Soft maple is often brown inside. Not sure what variety you have. Hard maple seldom is. The brown area is sometimes full of minichecks, but seldom do they develop into cracks.
 
Last edited:
Silver maple from my neighbor's tree has brown heart wood. I like the contrasting dark and light in finished work.
 
Dean, I don't know your climate well enough to offer a solid opinion, other then read what Dr Spalt has to say, she is the expert

Brian, I know your climate. Winter is generally too hard for produce any out-door spalting. Come spring you will need to keep the wood damp as your climate does not have enough moisture to get it from the air, you will need to keep it in the shade and watch the process.

Locally it takes about three months to get a nice spalt, all I do is bury the wood under it's own chips, out in the rain. But we live in a temperate rain forest...

Note to self, time to take last falls wood and check it...
 
Sometimes forced spalting can be fairly shallow so it may be good to cut it into blanks before you start but there are many opinions on what is the best method. Honestly each piece is going to be different, influenced by many different things like your climate, the type of wood, how dense your piece is relative to another piece exct.

On an side note Beer can help the spalting process as well.
 
On an side note Beer can help the spalting process as well.

When consumed by the turner far enough in advance of the actual turning. Fungi which feed on cellulose and lignin will find poor fare in the beer's carbs. It is, however wet.

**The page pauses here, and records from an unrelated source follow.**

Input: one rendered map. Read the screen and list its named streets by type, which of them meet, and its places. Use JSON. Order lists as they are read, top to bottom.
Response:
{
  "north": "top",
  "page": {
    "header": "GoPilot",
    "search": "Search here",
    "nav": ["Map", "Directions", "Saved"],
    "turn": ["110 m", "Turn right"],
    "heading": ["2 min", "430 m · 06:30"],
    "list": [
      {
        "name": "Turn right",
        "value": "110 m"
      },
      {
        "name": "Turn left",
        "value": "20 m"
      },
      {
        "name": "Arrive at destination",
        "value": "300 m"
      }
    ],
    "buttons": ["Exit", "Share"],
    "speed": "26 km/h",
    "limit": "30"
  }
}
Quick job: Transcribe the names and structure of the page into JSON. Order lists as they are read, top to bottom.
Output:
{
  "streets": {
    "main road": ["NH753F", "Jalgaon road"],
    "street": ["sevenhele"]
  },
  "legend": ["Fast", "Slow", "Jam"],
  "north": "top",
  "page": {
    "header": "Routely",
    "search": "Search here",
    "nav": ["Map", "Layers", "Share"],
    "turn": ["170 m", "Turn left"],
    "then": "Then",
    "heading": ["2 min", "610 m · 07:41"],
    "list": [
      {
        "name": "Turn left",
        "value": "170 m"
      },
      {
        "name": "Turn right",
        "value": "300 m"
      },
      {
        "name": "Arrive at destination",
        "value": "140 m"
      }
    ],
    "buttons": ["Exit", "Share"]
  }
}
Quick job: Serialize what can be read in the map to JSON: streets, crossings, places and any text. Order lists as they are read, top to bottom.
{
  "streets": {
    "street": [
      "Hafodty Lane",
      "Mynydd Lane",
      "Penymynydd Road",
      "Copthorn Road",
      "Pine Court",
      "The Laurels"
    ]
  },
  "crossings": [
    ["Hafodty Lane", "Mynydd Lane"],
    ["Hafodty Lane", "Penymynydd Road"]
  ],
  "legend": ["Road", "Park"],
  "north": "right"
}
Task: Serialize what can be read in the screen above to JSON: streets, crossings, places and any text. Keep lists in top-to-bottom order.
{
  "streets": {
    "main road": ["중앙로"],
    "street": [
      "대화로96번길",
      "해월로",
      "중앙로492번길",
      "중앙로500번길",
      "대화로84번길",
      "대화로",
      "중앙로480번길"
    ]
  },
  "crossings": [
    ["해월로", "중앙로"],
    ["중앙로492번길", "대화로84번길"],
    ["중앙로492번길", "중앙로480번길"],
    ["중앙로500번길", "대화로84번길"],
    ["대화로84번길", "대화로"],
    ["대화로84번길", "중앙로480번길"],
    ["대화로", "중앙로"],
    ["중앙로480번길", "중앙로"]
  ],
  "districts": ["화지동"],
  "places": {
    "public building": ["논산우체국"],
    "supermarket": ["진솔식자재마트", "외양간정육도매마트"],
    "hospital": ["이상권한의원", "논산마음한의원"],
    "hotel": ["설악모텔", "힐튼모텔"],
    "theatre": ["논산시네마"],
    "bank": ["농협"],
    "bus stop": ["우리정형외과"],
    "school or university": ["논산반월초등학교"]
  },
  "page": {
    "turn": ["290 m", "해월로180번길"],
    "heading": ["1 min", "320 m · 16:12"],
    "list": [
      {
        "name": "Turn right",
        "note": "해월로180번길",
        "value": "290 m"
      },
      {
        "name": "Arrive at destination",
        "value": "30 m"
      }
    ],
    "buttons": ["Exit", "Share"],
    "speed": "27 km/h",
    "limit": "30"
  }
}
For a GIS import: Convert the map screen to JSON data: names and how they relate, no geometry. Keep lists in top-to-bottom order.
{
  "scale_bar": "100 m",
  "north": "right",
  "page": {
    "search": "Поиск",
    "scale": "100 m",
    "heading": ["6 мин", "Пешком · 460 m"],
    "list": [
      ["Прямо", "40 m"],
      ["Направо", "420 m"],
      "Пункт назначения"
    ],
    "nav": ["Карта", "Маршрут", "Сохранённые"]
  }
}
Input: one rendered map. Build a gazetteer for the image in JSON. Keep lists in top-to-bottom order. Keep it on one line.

The business of rolling the log is to compensate for gravity. Water goes to the down side, fungus grows, so rotating 1/3 will establish a new damp place to get the stuff growing and even the pattern. Else, you often end up with mush topped by solid wood. http://i35.photobucket.com/albums/d160/GoodOnesGone/CantSellBirch-1.jpg Same applies to the stand on end method. wet below, dry above unless you cover well or flip.

So benign neglect may not be the best approach, even with waterproof bark stock like birch or beech. Little bit of effort will help. http://i35.photobucket.com/albums/d160/GoodOnesGone/Cultivated-Birch.jpg
 
I was concerned about the wood splitting if I left it in LOG form. I thought if I prepped to blanks then that would reduce the stresses on the wood. Right/Wrong?
 
The article rightly concluded that nature has already provided what we need for spalting (except patience).

"While pouring the beer over the wood certainly won't hurt anything, its not really doing anything either (except costing you money, and wasting your beer). There's nothing special about the sugars in beer, and the wood, and this is important now, doesn't need anything added to it. If you take a look around, nature does just fine decaying wood without a handy helper.

But wait! Doesn't it speed the spalting process? The answer is, sadly, probably not. Pigment fungi are the fungi that use the surface sugars as their dietary basis, but then, so too do the molds. You're just as likely to encourage some dangerous mold fungi as the pigment fungi and really, its not going to speed things up nearly as much as just keeping the wood in a warm room.

In fact, pouring anything sugary over the wood has the possibility of causing a longer spalting incubation time."
 
Last edited:
I was concerned about the wood splitting if I left it in LOG form. I thought if I prepped to blanks then that would reduce the stresses on the wood. Right/Wrong?

Yes, but not what I'd prefer. It would relieve radial drying stress which can lead to checking, but opens up the possibility of end checking. So, unless you're prepared to bag up tight - and add some bark as "seed" - it'll dry faster than the spalt happens. Mildew, you'll get.
 
I just picked up fresh cut maple that I want to spalt. Should I [URL="http://www.grupa-wolff.com/process-safety/safety-valves/]process safety[/URL] it into blanks first, just slab the log, or leave it in rounds?

Second: I usually throw my slabs into (plastic) trash bags until I turn. Would you recommend this for spalting or should I just leave exposed in a big pile of wet shavings.

Finally, the maple has darker wood (star-like pattern) in the center of the log, is this all pith or is it heartwood.

Thanks


I know that this message was written a long time ago, but I wanted to write that I always leave the bark on.